Stored items:
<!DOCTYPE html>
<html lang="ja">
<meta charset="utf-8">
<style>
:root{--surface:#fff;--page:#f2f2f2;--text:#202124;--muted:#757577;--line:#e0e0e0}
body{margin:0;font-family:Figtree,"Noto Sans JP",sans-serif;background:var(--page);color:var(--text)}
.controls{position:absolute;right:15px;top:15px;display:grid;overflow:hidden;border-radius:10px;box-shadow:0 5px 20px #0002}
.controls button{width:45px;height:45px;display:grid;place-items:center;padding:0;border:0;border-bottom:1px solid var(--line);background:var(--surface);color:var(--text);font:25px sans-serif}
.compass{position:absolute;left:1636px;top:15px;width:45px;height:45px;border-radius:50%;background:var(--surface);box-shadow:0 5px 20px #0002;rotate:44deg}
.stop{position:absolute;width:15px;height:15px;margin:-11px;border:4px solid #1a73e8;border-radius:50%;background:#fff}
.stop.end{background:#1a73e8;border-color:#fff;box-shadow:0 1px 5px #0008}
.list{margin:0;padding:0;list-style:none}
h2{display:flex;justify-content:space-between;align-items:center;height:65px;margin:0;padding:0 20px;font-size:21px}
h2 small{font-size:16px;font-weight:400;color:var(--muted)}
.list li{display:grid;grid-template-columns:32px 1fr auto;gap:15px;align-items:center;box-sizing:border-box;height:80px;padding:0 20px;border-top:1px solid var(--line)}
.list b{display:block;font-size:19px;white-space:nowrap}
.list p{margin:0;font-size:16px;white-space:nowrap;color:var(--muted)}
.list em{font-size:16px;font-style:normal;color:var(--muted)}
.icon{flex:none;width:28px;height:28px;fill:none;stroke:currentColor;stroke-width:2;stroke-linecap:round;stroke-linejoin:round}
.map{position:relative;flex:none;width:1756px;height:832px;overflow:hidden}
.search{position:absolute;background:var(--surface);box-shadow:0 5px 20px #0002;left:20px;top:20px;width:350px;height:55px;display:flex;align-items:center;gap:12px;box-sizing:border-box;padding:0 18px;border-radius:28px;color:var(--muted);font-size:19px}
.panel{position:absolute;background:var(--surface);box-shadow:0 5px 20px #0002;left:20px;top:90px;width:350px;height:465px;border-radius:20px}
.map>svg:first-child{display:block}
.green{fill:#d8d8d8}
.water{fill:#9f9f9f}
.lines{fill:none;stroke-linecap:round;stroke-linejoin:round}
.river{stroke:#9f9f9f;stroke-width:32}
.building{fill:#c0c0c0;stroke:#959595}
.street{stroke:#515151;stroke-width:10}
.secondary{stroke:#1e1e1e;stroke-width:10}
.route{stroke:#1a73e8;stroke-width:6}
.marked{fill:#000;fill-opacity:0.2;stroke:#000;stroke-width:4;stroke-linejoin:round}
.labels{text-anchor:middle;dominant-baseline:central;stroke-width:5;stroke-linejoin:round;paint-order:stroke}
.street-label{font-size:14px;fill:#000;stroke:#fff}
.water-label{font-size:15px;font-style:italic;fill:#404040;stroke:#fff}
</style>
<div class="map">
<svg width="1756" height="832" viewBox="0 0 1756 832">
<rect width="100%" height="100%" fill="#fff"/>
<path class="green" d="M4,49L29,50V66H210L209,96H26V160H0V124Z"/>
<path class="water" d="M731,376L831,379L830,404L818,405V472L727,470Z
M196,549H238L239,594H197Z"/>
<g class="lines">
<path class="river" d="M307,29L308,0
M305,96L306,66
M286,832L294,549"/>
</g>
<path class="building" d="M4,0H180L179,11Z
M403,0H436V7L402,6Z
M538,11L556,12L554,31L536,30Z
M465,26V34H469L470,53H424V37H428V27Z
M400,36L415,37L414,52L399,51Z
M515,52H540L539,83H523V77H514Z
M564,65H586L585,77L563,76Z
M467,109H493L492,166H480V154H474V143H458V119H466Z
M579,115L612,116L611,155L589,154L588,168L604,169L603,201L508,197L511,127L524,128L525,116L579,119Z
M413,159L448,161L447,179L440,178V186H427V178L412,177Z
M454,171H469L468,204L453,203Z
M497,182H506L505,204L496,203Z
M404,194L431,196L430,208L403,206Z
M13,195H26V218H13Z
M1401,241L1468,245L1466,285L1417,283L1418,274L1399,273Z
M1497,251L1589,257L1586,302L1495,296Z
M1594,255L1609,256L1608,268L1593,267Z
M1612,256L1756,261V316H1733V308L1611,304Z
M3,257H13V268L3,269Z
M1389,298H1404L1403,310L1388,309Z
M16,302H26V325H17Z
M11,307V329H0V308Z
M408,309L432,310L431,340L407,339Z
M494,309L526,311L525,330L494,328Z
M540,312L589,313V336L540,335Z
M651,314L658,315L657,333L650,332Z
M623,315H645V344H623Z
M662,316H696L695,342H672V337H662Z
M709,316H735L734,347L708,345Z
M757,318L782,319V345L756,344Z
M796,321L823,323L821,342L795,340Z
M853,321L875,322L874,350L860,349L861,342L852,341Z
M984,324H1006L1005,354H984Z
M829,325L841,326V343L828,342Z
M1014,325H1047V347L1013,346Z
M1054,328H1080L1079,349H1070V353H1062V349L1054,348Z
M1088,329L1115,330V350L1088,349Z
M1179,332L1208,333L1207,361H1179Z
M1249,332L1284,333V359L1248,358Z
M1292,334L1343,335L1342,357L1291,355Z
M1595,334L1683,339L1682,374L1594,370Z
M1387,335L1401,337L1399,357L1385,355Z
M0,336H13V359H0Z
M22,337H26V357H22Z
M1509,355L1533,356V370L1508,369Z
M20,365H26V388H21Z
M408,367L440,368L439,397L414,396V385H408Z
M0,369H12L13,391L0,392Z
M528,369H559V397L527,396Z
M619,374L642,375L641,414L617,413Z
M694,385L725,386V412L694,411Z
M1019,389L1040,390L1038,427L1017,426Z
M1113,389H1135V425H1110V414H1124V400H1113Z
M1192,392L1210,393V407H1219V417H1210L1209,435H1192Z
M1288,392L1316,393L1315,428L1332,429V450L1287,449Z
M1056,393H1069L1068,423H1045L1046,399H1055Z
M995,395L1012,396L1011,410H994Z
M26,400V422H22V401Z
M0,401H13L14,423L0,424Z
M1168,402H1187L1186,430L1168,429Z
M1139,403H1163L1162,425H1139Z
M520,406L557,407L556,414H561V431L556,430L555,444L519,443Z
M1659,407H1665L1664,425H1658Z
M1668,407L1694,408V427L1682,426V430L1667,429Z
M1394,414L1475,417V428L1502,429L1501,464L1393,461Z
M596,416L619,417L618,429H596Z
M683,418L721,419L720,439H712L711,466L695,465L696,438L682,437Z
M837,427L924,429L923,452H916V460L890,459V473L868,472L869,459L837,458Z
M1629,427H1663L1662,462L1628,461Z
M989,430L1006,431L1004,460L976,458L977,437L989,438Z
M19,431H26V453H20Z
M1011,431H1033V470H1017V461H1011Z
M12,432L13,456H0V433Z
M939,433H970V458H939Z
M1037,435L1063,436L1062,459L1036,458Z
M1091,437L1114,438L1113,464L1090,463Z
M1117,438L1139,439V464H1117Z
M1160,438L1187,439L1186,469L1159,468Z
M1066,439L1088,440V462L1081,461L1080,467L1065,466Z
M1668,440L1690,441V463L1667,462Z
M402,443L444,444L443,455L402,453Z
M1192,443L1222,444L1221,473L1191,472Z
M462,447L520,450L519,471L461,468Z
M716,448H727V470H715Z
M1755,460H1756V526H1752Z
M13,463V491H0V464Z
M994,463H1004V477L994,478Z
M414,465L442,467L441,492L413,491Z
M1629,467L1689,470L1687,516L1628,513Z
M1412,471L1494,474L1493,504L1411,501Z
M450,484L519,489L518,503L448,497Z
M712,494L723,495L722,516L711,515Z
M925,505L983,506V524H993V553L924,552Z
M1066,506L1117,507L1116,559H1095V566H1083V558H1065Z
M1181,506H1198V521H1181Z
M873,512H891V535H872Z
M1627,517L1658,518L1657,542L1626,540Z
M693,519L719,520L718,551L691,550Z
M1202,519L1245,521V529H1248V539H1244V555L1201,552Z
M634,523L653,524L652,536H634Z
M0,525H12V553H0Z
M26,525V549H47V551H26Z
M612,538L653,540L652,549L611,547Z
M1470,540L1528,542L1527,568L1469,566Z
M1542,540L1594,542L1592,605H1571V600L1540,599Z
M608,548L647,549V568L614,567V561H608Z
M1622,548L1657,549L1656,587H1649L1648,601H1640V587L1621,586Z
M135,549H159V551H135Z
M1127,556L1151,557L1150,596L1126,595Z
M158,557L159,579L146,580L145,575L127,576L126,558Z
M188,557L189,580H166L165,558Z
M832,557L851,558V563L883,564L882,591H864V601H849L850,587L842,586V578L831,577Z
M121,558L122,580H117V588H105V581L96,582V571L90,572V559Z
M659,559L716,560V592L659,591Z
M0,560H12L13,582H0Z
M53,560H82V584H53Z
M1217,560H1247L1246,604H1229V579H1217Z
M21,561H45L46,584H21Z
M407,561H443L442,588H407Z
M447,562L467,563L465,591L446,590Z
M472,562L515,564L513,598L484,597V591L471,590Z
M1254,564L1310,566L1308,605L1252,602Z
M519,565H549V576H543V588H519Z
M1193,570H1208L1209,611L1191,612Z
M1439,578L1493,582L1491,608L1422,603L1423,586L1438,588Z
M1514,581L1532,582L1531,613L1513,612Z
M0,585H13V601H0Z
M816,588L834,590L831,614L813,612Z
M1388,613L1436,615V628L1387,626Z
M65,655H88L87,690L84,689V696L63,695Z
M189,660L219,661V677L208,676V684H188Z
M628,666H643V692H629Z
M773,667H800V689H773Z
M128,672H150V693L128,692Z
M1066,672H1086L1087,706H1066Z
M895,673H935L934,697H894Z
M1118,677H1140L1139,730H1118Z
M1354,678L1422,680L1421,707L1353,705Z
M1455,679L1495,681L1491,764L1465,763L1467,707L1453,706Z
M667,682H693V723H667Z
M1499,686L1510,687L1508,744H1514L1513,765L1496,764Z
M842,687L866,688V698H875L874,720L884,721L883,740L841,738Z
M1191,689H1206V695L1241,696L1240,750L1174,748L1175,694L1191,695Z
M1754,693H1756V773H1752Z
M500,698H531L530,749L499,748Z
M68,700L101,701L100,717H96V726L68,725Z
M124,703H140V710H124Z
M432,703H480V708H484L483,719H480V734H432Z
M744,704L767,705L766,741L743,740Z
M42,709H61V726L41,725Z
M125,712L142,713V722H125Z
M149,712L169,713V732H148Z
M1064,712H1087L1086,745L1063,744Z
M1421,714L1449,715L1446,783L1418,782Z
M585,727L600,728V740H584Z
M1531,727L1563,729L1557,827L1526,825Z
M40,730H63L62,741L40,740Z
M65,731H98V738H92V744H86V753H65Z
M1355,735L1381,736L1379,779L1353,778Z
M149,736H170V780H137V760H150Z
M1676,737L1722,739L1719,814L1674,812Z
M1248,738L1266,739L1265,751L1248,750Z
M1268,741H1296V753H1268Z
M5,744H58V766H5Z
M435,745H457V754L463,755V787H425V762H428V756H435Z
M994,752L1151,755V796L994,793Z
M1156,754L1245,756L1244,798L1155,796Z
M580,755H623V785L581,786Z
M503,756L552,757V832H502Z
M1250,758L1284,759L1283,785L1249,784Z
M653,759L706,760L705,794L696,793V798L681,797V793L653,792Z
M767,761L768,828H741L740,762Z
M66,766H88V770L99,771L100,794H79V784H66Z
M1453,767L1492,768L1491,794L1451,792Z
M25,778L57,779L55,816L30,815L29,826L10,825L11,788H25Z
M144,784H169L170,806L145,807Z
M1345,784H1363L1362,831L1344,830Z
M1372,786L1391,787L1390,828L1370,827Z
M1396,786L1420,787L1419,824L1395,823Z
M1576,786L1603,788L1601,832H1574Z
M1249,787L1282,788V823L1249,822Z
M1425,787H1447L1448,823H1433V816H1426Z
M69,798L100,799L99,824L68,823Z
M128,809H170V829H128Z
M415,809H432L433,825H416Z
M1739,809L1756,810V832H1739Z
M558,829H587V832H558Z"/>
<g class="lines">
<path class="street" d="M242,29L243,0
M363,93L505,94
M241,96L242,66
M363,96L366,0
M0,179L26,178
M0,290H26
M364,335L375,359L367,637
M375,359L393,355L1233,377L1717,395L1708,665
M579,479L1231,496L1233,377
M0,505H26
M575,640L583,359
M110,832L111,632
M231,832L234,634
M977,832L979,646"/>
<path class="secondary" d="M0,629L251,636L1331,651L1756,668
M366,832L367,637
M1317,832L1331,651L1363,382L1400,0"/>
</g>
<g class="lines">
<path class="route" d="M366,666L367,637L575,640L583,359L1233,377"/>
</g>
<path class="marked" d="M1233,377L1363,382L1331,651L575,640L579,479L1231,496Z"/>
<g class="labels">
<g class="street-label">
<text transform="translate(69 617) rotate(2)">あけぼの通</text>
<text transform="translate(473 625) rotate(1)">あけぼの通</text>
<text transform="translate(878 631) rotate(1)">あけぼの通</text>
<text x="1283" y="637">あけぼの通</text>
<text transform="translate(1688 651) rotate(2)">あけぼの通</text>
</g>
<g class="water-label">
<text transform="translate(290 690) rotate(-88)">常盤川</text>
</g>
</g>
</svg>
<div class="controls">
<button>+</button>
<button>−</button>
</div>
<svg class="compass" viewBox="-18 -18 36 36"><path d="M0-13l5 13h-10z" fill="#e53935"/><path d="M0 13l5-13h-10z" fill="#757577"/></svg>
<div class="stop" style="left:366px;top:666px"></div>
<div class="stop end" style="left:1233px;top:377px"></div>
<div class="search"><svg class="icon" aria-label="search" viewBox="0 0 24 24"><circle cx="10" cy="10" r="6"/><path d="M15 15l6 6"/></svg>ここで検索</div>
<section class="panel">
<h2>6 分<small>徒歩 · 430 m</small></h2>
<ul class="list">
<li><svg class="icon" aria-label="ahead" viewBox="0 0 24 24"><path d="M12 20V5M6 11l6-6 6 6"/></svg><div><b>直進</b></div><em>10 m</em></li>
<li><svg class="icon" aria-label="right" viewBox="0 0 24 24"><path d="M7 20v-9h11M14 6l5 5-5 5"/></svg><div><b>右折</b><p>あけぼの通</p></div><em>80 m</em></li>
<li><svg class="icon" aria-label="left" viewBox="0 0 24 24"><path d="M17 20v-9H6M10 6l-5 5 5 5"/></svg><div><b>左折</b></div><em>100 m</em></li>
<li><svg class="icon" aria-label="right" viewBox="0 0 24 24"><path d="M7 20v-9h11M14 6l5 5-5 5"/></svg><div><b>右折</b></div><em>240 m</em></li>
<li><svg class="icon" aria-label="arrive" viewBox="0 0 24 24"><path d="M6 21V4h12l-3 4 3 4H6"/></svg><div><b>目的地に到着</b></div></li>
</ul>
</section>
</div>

* * *

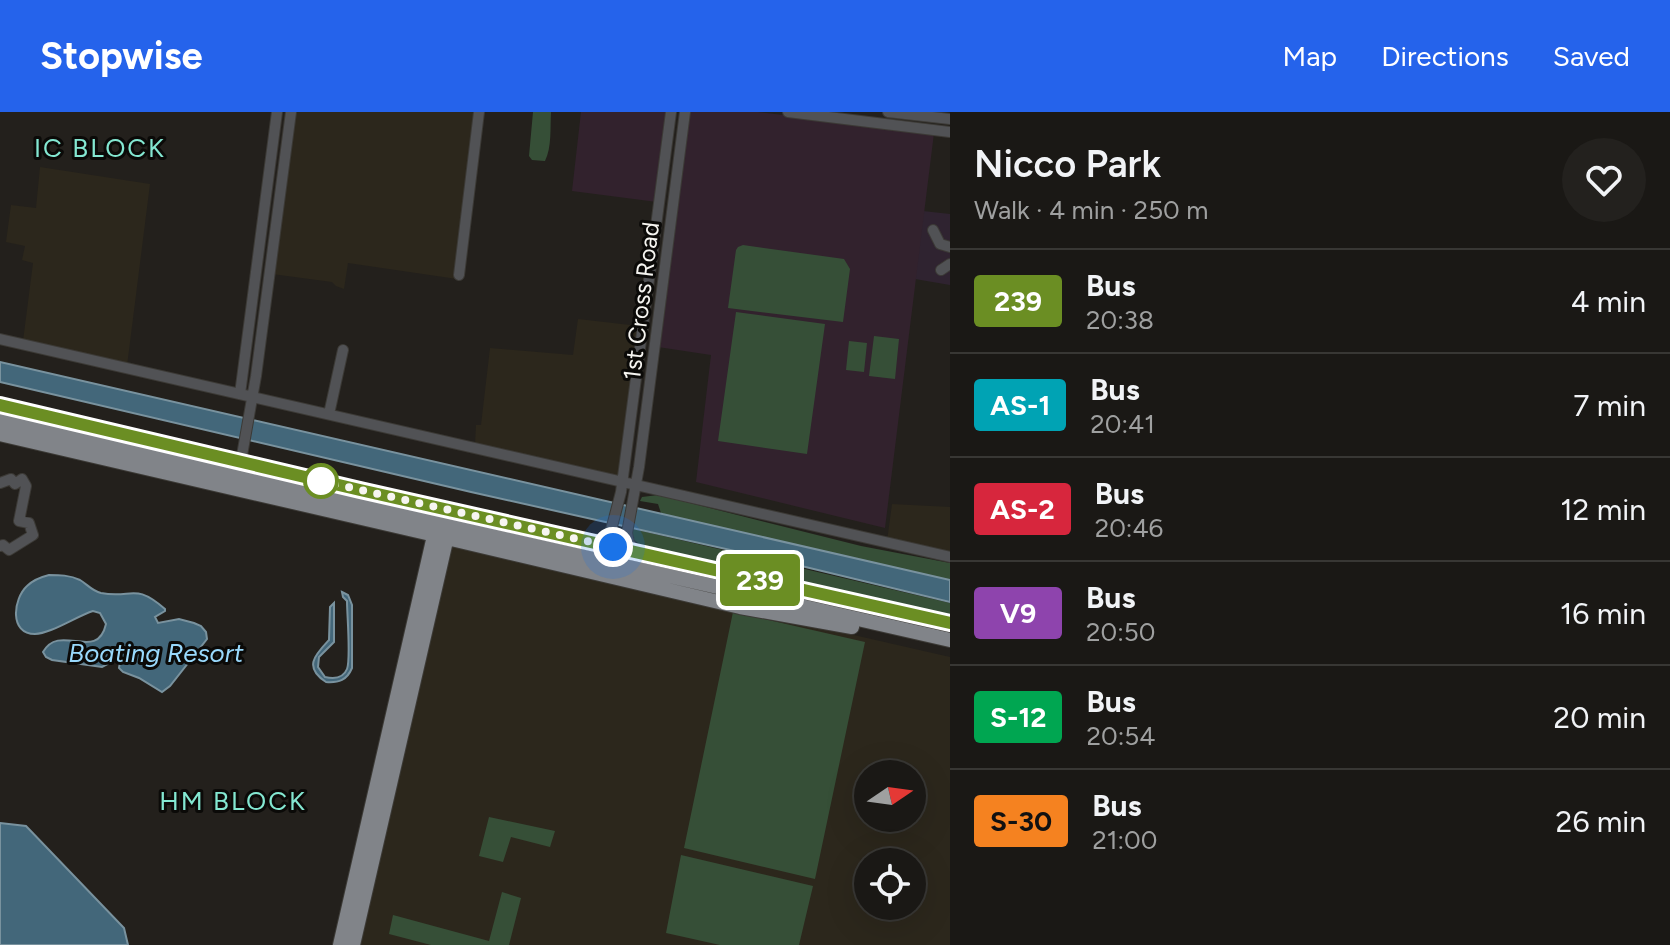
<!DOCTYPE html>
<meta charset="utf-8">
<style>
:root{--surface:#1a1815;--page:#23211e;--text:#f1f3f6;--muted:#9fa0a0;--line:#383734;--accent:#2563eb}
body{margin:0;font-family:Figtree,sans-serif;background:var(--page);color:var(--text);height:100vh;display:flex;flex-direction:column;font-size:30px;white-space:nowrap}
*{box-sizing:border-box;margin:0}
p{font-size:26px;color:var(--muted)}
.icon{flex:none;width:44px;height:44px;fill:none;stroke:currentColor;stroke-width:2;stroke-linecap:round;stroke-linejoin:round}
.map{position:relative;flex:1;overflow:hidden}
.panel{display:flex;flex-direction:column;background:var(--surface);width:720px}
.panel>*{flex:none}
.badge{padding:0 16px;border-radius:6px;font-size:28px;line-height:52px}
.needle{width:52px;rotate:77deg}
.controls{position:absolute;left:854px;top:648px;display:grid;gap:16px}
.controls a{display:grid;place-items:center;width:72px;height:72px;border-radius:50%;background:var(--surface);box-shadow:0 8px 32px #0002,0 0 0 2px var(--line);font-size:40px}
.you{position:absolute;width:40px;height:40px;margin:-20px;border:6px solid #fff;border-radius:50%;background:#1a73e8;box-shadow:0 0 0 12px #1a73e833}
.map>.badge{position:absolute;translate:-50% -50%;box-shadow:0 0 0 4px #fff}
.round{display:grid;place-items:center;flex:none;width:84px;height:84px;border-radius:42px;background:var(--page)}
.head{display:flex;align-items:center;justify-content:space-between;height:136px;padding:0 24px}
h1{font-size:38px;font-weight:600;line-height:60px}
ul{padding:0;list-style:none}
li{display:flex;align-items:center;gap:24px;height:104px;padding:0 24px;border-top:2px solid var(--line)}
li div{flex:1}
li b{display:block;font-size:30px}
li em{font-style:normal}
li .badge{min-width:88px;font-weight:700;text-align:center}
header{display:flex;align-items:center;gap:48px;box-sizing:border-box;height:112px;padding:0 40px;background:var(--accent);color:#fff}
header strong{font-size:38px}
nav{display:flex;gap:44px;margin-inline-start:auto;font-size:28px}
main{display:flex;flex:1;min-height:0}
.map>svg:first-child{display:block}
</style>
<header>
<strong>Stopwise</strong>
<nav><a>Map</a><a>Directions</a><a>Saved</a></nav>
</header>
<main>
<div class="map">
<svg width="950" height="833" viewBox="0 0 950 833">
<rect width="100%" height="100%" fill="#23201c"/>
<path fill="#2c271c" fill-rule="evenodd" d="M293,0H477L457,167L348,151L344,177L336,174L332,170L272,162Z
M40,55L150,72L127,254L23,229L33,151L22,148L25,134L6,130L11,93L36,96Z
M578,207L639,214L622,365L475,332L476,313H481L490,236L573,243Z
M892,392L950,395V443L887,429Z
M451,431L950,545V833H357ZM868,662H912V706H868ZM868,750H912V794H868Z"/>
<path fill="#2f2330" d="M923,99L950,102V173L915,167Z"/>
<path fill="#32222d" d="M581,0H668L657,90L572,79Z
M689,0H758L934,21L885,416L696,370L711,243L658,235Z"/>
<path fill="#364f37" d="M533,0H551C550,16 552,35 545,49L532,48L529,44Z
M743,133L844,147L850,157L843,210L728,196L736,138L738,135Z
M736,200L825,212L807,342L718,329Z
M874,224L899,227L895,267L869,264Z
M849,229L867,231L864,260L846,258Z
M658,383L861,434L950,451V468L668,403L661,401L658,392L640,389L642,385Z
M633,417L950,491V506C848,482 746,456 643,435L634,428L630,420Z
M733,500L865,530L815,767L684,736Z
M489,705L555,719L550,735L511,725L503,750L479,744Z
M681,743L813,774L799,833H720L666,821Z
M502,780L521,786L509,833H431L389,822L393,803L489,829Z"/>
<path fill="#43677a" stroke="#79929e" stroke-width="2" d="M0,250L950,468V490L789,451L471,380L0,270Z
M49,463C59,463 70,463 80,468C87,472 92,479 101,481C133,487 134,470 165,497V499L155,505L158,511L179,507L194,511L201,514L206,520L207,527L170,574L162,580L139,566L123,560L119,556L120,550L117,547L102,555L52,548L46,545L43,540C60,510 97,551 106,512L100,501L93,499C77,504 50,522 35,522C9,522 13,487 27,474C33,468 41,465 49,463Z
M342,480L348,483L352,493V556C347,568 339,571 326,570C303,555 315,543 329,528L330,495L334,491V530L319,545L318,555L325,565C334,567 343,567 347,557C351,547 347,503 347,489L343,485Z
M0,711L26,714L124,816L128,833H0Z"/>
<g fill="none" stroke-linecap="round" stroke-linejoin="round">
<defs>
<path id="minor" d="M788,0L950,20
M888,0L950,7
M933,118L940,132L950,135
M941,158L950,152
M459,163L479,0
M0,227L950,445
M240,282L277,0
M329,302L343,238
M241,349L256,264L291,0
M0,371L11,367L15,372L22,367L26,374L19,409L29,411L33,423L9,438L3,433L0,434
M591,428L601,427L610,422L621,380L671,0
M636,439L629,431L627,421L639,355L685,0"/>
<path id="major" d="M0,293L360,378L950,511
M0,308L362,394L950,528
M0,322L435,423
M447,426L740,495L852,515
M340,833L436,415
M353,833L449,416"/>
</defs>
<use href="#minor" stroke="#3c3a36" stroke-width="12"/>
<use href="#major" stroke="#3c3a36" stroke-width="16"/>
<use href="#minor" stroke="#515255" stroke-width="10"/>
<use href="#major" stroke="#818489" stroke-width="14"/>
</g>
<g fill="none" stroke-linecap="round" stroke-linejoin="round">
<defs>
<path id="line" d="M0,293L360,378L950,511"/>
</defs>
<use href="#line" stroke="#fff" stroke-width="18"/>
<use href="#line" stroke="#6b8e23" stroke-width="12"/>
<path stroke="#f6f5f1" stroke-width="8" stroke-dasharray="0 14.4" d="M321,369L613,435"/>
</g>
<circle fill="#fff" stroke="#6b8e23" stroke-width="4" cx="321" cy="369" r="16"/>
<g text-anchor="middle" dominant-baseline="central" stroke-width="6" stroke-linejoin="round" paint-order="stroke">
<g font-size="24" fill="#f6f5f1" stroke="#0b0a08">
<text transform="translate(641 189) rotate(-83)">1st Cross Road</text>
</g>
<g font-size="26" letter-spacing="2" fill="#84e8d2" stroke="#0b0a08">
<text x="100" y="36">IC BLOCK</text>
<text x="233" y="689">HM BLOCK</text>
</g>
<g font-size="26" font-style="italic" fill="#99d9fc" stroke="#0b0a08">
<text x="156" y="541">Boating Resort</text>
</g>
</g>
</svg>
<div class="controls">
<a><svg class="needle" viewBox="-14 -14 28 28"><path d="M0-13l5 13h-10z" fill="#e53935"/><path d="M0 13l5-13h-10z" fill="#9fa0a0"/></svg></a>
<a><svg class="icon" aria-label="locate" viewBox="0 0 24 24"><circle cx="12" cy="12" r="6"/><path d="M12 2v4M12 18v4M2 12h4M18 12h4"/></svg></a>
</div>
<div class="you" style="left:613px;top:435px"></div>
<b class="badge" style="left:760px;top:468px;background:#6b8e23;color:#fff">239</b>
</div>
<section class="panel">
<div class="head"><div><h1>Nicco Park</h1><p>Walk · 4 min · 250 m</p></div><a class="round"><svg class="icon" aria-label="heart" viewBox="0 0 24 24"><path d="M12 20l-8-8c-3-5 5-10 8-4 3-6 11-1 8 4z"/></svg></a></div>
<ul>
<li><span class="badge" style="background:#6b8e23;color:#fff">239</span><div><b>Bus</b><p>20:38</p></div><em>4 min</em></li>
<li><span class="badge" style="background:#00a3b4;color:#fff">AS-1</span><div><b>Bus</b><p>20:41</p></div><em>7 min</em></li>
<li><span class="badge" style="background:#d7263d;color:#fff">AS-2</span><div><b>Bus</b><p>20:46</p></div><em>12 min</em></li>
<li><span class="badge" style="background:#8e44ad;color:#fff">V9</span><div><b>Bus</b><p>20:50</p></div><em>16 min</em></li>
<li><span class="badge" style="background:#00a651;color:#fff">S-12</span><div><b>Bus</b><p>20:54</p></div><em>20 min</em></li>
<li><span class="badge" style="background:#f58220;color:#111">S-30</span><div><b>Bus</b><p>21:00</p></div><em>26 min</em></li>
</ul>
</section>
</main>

• **Task prompt**:
In the entries above, one line contains "M447,562L467,563L465,591L446,590Z" and another contains "M149,712L169,713V732H148Z". Reproduce exactly those two lines and the lines between them, nothing else.

• **Solution to the problem**:
M447,562L467,563L465,591L446,590Z
M472,562L515,564L513,598L484,597V591L471,590Z
M1254,564L1310,566L1308,605L1252,602Z
M519,565H549V576H543V588H519Z
M1193,570H1208L1209,611L1191,612Z
M1439,578L1493,582L1491,608L1422,603L1423,586L1438,588Z
M1514,581L1532,582L1531,613L1513,612Z
M0,585H13V601H0Z
M816,588L834,590L831,614L813,612Z
M1388,613L1436,615V628L1387,626Z
M65,655H88L87,690L84,689V696L63,695Z
M189,660L219,661V677L208,676V684H188Z
M628,666H643V692H629Z
M773,667H800V689H773Z
M128,672H150V693L128,692Z
M1066,672H1086L1087,706H1066Z
M895,673H935L934,697H894Z
M1118,677H1140L1139,730H1118Z
M1354,678L1422,680L1421,707L1353,705Z
M1455,679L1495,681L1491,764L1465,763L1467,707L1453,706Z
M667,682H693V723H667Z
M1499,686L1510,687L1508,744H1514L1513,765L1496,764Z
M842,687L866,688V698H875L874,720L884,721L883,740L841,738Z
M1191,689H1206V695L1241,696L1240,750L1174,748L1175,694L1191,695Z
M1754,693H1756V773H1752Z
M500,698H531L530,749L499,748Z
M68,700L101,701L100,717H96V726L68,725Z
M124,703H140V710H124Z
M432,703H480V708H484L483,719H480V734H432Z
M744,704L767,705L766,741L743,740Z
M42,709H61V726L41,725Z
M125,712L142,713V722H125Z
M149,712L169,713V732H148Z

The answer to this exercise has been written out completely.